In market with rising interest rates, it’s important for business owners to recognize they can actually lower their cost of funds by improving their credit. At American Capital Group, one of our core values is to support our customers however we can, which includes educating them on best business practices.
We have consulted with many of our higher risk clients and by taking these steps to improve their credit risk profile, they have secured significantly better options.
1. Always pay on time.
Late payments appear on your credit report and often are the first thing lenders review. More credit card companies and banks offer payment reminders, so you can receive an email or text message when your payment is due, or have the minimum payment automatically withdrawn from your checking account. If you share a joint account with your spouse, be sure they pay on time. Even if you don’t receive the bill, you can still be penalized for late payments.

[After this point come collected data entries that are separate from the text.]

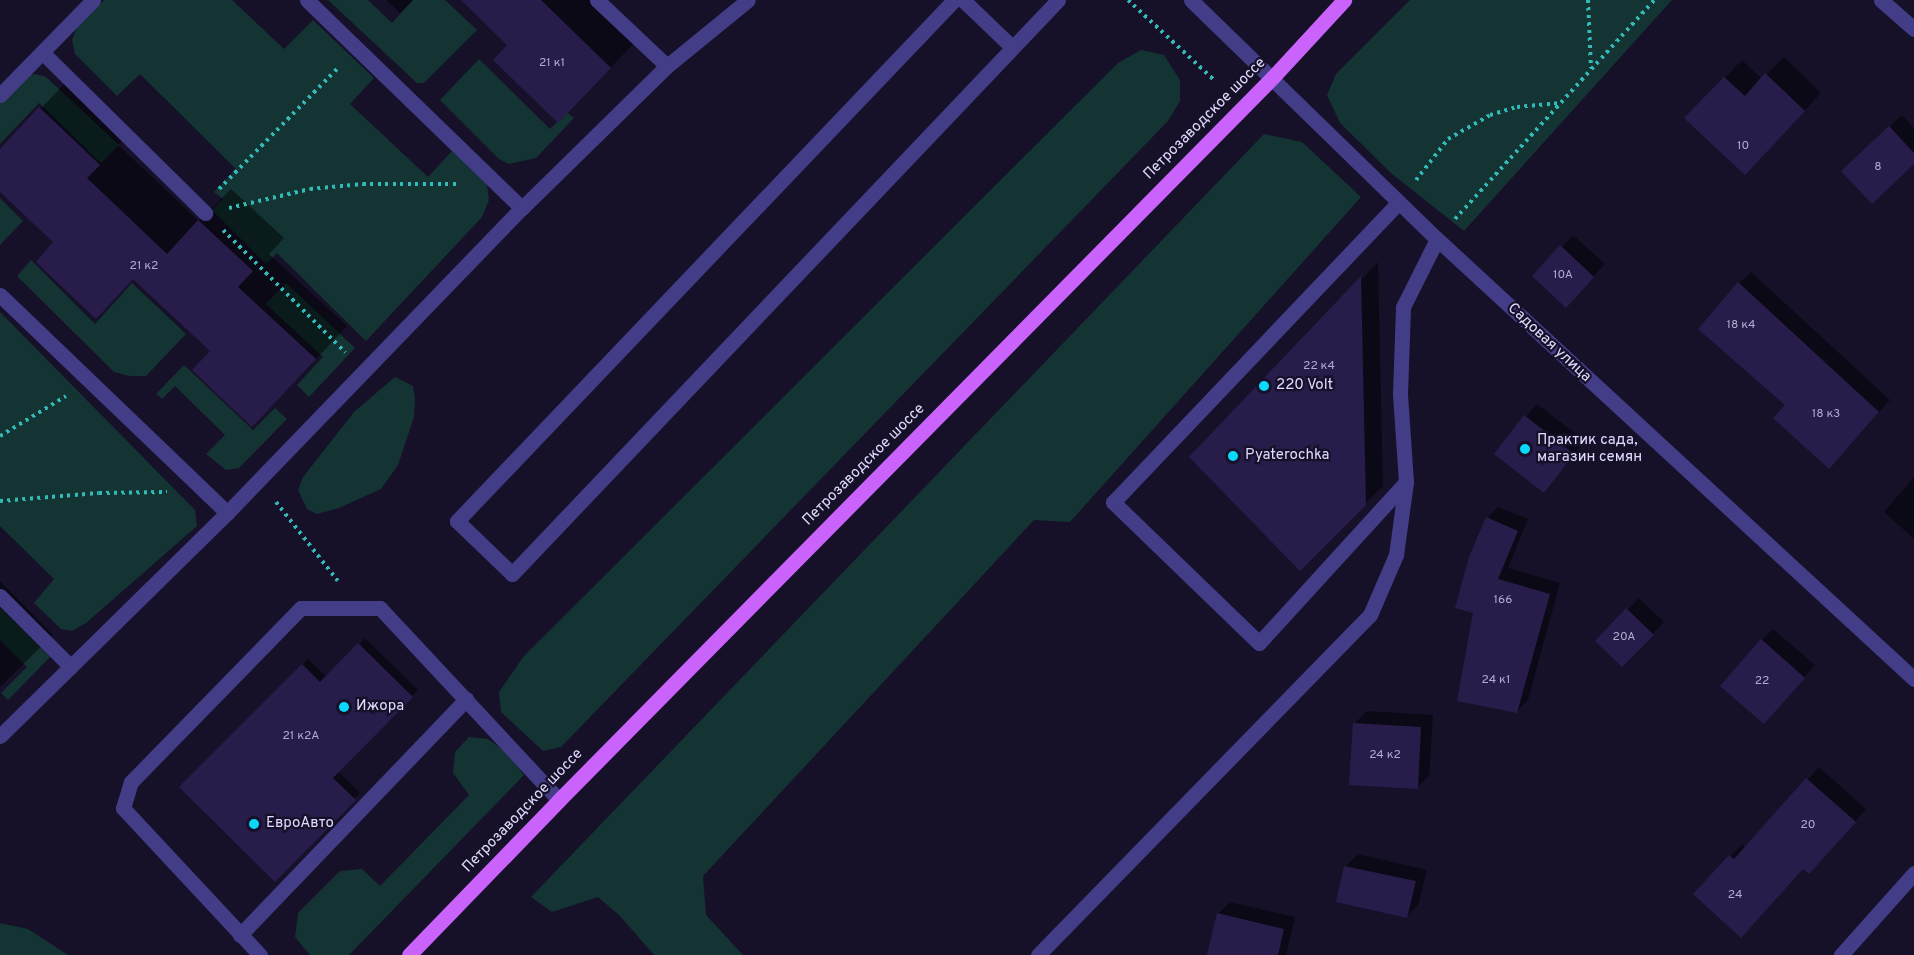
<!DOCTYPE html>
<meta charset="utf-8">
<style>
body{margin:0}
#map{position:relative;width:1914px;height:955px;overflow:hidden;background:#161129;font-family:Overpass,sans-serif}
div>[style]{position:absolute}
.green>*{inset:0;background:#143333}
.shadow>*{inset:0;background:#0007}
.building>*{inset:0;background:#281d4a}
.path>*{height:4px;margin-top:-2px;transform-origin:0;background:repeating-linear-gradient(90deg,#33bab8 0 3px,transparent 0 7.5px)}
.service>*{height:15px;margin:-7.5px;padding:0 7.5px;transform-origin:7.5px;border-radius:7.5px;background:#433d87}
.minor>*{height:15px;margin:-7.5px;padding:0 7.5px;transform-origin:7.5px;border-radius:7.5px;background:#433d87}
.primary>*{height:15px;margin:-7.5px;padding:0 7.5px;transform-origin:7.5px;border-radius:7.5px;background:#ca63fc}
.dots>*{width:16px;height:16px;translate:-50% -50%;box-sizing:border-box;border:3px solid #161129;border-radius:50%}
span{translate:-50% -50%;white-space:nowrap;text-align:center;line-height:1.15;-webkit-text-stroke:4.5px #161129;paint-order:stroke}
.number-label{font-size:12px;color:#b2abd1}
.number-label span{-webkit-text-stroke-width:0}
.street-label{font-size:15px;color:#e0dafe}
.poi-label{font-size:15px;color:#e0dafe}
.left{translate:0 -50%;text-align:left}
</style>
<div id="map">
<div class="green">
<div style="clip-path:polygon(104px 0,232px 0,284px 49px,313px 20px,374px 78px,350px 104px,428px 177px,452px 151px,487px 185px,489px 200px,482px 217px,366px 341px,277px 253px,266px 264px,212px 210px,223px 199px,214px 192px,236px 169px,140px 74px,117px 96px,75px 54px,72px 40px,77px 27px)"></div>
<div style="clip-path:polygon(328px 0,368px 0,392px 23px,413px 0,445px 0,477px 30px,424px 83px,417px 83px)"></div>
<div style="clip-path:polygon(1410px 0,1672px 0,1464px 231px,1392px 174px,1340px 123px,1327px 95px,1336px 74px)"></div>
<div style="clip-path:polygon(1141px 50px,1164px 55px,1180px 80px,1180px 101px,1168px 121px,561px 747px,543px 751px,501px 712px,499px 692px,524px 656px,1118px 63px)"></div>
<div style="clip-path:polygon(479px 59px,550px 129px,567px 112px,574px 118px,536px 158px,509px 164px,499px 159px,440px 100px)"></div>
<div style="clip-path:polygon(35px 74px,46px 77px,119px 145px,101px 163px,39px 103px,0 144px,0 100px,28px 75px)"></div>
<div style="clip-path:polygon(1264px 134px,1302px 142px,1361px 197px,1070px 522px,1034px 520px,703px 876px,706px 915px,743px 955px,654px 955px,619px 915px,598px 897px,552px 912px,531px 897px)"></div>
<div style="clip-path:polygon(0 198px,23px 221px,0 245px)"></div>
<div style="clip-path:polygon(31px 260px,95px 324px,132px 283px,186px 334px,146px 376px,130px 376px,114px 372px,17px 276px)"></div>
<div style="clip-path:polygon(286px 283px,355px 348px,309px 397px,297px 385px,323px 357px,266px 304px)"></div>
<div style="clip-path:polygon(0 312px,195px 510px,197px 526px,86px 623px,72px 631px,61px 629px,34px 603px,54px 579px,0 526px)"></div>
<div style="clip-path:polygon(184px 365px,253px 430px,275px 408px,287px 419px,239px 468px,226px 470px,206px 454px,225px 435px,175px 386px,162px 399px,156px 394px)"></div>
<div style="clip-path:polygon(395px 377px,413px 386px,415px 399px,414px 417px,398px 465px,381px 489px,339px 508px,317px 514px,307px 509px,298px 490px,303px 477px,354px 412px)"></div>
<div style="clip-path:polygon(0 607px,50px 657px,8px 700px,1px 693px,27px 667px,0 640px)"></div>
<div style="clip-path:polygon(469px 737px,488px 739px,506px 752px,524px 775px,349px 955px,310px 955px,295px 937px,298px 913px,340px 871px,362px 869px,380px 886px,469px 795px,453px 773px,455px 752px)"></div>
<div style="clip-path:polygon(0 923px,28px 929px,68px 955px,0 955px)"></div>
</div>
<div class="shadow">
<div style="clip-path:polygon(386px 0,413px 0,400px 13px)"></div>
<div style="clip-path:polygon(463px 0,606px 0,642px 35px,590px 89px,510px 45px)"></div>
<div style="clip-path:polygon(1784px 57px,1821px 93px,1762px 156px,1686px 118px,1742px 60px,1762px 79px)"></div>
<div style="clip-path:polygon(72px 76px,131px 132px,118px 145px,199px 221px,231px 189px,284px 238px,269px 254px,347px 326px,284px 393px,134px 278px,55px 242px,0 190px,0 151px)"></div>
<div style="clip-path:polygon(1902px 115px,1914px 128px,1914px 162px,1855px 160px)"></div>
<div style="clip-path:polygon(1573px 235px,1605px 264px,1577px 294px,1534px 276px)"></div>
<div style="clip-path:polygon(1378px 262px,1383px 486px,1300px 569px,1191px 457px)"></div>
<div style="clip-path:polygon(1751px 272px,1890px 400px,1841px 455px,1787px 405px,1739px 283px)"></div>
<div style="clip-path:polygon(1537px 404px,1585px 441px,1544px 491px,1496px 453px)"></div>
<div style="clip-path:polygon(1914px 477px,1914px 539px,1884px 512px)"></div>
<div style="clip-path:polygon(1498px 507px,1528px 519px,1508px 568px,1560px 583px,1528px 700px,1517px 711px,1475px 612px,1487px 518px)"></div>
<div style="clip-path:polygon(0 581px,53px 635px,0 687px)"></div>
<div style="clip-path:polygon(1639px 598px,1664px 622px,1622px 665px,1597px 641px)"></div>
<div style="clip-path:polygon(1773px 629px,1815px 665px,1776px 710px,1762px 640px)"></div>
<div style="clip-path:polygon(365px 638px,418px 690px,338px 771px,360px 793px,275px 880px,181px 787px,308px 659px,327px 677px)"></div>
<div style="clip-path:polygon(1367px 711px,1433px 715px,1429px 776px,1417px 788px,1355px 723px)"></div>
<div style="clip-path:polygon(1819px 767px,1866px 809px,1821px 860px,1804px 867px,1695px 894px,1742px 844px,1746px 848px)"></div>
<div style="clip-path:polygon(1358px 854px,1427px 870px,1418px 905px,1406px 917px,1346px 866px)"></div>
<div style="clip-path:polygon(1230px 902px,1295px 917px,1286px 955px,1209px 955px,1218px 914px)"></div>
</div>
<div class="building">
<div style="clip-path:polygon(461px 0,541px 0,611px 68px,558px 123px,493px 60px,507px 45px)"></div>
<div style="clip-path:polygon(1765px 73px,1805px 111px,1745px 175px,1684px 118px,1724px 77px,1745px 96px)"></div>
<div style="clip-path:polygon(39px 107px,100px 165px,87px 178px,167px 254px,198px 220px,253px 271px,238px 287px,316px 359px,252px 427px,192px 370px,210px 351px,133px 279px,96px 319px,36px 262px,53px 242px,0 192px,0 149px)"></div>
<div style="clip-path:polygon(1889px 126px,1914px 153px,1914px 164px,1872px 204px,1841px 171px)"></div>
<div style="clip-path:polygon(1560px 245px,1594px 277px,1566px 308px,1532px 276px)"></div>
<div style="clip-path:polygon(1361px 276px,1366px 505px,1300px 571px,1189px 457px)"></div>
<div style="clip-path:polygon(1738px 282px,1879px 412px,1829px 469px,1773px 418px,1785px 405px,1698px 329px)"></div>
<div style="clip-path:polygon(1524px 415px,1574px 454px,1544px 493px,1494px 454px)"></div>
<div style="clip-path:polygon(1486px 517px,1518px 531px,1498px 579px,1550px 594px,1517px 713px,1457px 701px,1473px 613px,1455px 608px,1469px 557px)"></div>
<div style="clip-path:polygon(1626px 608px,1654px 635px,1622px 667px,1595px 641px)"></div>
<div style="clip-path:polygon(1761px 639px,1805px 678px,1764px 724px,1720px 686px)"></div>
<div style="clip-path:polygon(358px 643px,413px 697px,333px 778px,356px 800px,275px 882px,179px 787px,302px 664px,320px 682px)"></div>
<div style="clip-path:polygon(1353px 723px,1421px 727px,1418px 789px,1349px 785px)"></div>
<div style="clip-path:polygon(1806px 778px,1856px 822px,1809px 874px,1803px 869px,1741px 938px,1693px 894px,1729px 855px,1734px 859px)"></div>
<div style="clip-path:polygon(1344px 866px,1416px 881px,1407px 918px,1336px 902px)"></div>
<div style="clip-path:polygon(1217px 913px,1284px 929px,1278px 955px,1207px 955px)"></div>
</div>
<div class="path">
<div style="left:1128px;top:0;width:116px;rotate:42.9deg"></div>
<div style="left:1588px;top:0;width:68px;rotate:87.5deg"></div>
<div style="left:1416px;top:180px;width:52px;rotate:-52deg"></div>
<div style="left:1448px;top:139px;width:48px;rotate:-29.7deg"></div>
<div style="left:1490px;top:115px;width:28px;rotate:-17deg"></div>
<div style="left:1517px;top:107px;width:44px;rotate:-5.2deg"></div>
<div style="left:219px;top:189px;width:170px;rotate:-45.5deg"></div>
<div style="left:229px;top:208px;width:83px;rotate:-13.2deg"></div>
<div style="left:310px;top:189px;width:53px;rotate:-5.4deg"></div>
<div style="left:363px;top:184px;width:93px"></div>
<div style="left:1455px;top:219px;width:296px;rotate:-47.7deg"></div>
<div style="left:223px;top:230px;width:173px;rotate:45deg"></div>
<div style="left:0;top:436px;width:77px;rotate:-31.2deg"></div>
<div style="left:0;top:501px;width:99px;rotate:-4.6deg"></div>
<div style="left:99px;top:493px;width:68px;rotate:-0.8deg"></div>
<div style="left:276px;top:502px;width:100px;rotate:51.9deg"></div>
</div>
<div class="service">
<div style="left:307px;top:0;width:299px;rotate:44.1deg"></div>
<div style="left:597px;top:0;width:96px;rotate:43.3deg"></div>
<div style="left:954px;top:0;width:720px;rotate:133.65deg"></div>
<div style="left:457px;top:521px;width:76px;rotate:43.9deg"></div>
<div style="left:512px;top:574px;width:792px;rotate:-46.43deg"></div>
<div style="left:963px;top:0;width:68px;rotate:43.8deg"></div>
<div style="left:43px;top:53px;width:228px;rotate:44.6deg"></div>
<div style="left:0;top:95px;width:133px;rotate:-45.6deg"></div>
<div style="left:1398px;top:203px;width:413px;rotate:133.6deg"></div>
<div style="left:1113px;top:502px;width:203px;rotate:44deg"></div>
<div style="left:1259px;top:643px;width:218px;rotate:-47.6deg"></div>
<div style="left:0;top:295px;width:315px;rotate:43.8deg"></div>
<div style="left:0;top:596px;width:100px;rotate:45deg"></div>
<div style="left:0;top:736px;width:318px;rotate:-44.5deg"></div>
<div style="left:227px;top:513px;width:424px;rotate:-46deg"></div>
<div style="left:522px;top:208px;width:203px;rotate:-44.4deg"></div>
<div style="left:667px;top:66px;width:104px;rotate:-39.2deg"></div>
<div style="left:240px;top:935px;width:327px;rotate:-46.2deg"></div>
<div style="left:260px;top:955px;width:201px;rotate:-133deg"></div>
<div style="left:123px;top:808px;width:27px;rotate:-73deg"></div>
<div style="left:131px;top:782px;width:243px;rotate:-45.7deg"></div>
<div style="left:301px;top:608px;width:79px"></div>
<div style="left:380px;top:608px;width:262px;rotate:47deg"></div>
<div style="left:1038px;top:955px;width:475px;rotate:-45.7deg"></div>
<div style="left:1370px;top:615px;width:65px;rotate:-66.6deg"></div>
<div style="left:1396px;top:555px;width:74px;rotate:-82.2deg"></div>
<div style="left:1406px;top:482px;width:88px;rotate:-93.9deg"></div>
<div style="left:1400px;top:394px;width:87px;rotate:-88deg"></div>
<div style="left:1403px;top:307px;width:76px;rotate:-63.4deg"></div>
</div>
<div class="minor">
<div style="left:1191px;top:0;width:343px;rotate:44.2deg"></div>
<div style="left:1437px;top:239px;width:649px;rotate:42.69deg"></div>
<div style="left:1881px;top:0;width:44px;rotate:41.3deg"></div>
<div style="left:1841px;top:955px;width:110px;rotate:-48.3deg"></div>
</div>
<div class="primary">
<div style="left:409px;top:955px;width:216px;rotate:-45.9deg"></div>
<div style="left:559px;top:800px;width:1016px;rotate:-45.36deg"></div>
<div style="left:1273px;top:77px;width:105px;rotate:-47.3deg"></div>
</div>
<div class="dots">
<div style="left:1264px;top:386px;background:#0ad8fb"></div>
<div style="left:1525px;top:449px;background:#0ad8fb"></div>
<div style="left:1233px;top:456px;background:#0ad8fb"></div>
<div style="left:344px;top:707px;background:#0ad8fb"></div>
<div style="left:254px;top:824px;background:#0ad8fb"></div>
</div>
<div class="number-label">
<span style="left:552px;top:64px">21 к1</span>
<span style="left:1743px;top:147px">10</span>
<span style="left:1878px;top:168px">8</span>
<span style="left:144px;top:267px">21 к2</span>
<span style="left:1563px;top:276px">10А</span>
<span style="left:1741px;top:326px">18 к4</span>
<span style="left:1319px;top:367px">22 к4</span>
<span style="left:1826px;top:415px">18 к3</span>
<span style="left:1503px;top:601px">166</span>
<span style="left:1624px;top:638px">20А</span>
<span style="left:1496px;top:681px">24 к1</span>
<span style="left:1762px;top:682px">22</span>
<span style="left:301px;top:737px">21 к2А</span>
<span style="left:1385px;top:756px">24 к2</span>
<span style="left:1808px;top:826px">20</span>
<span style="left:1735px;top:896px">24</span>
</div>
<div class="street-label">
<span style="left:1205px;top:119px;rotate:-45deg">Петрозаводское шоссе</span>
<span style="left:1549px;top:343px;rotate:43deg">Садовая улица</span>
<span style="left:864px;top:465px;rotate:-45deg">Петрозаводское шоссе</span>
<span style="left:523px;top:811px;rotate:-46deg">Петрозаводское шоссе</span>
</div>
<div class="poi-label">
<span class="left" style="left:1276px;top:386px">220 Volt</span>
<span class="left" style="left:1537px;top:449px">Практик сада,<br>магазин семян</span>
<span class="left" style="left:1245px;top:456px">Pyaterochka</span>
<span class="left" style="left:356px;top:707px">Ижора</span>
<span class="left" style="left:266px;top:824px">ЕвроАвто</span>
</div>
</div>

2. Keep credit utilization low.
In order to build your credit, use only a portion of your total credit allowance. Many experts suggest to keep charges below 30% normally, and below 20% to raise your credit score. That means if your overall limit is $1,000, only charging $200 in a given billing period. Closing out credit cares can hurt this ratio as it reduces your available revolving credit.
3. Be aware of inquiries.
Hard inquiries are generated when lenders check your credit information. These can remain on your credit for 2 years, and having several inquiries will lower your credit score. What most owners don’t realize when utilizing dealer financing on vehicles or equipment is that many dealers will submit an application to 5-10 different banks, each with their own credit inquiry. If you’re applying for financing, make sure the lender is either doing a “soft pull” meaning it won’t appear on your credit, or isn’t submitting your request to multiple financial institutions. In fact, it is better to secure an approval through your own source than relying on dealer financing for terms.
4. Separate business and personal transactions.
When financing business equipment, choose a lender, like American Capital Group, that will report only on your business credit. Not only does this help build your business credit, but it will also help you in securing better terms on personal mortgages, educational loans, and personal vehicles.
By practicing these four principles, you can build or maintain your credit and ensure the best possible financing terms.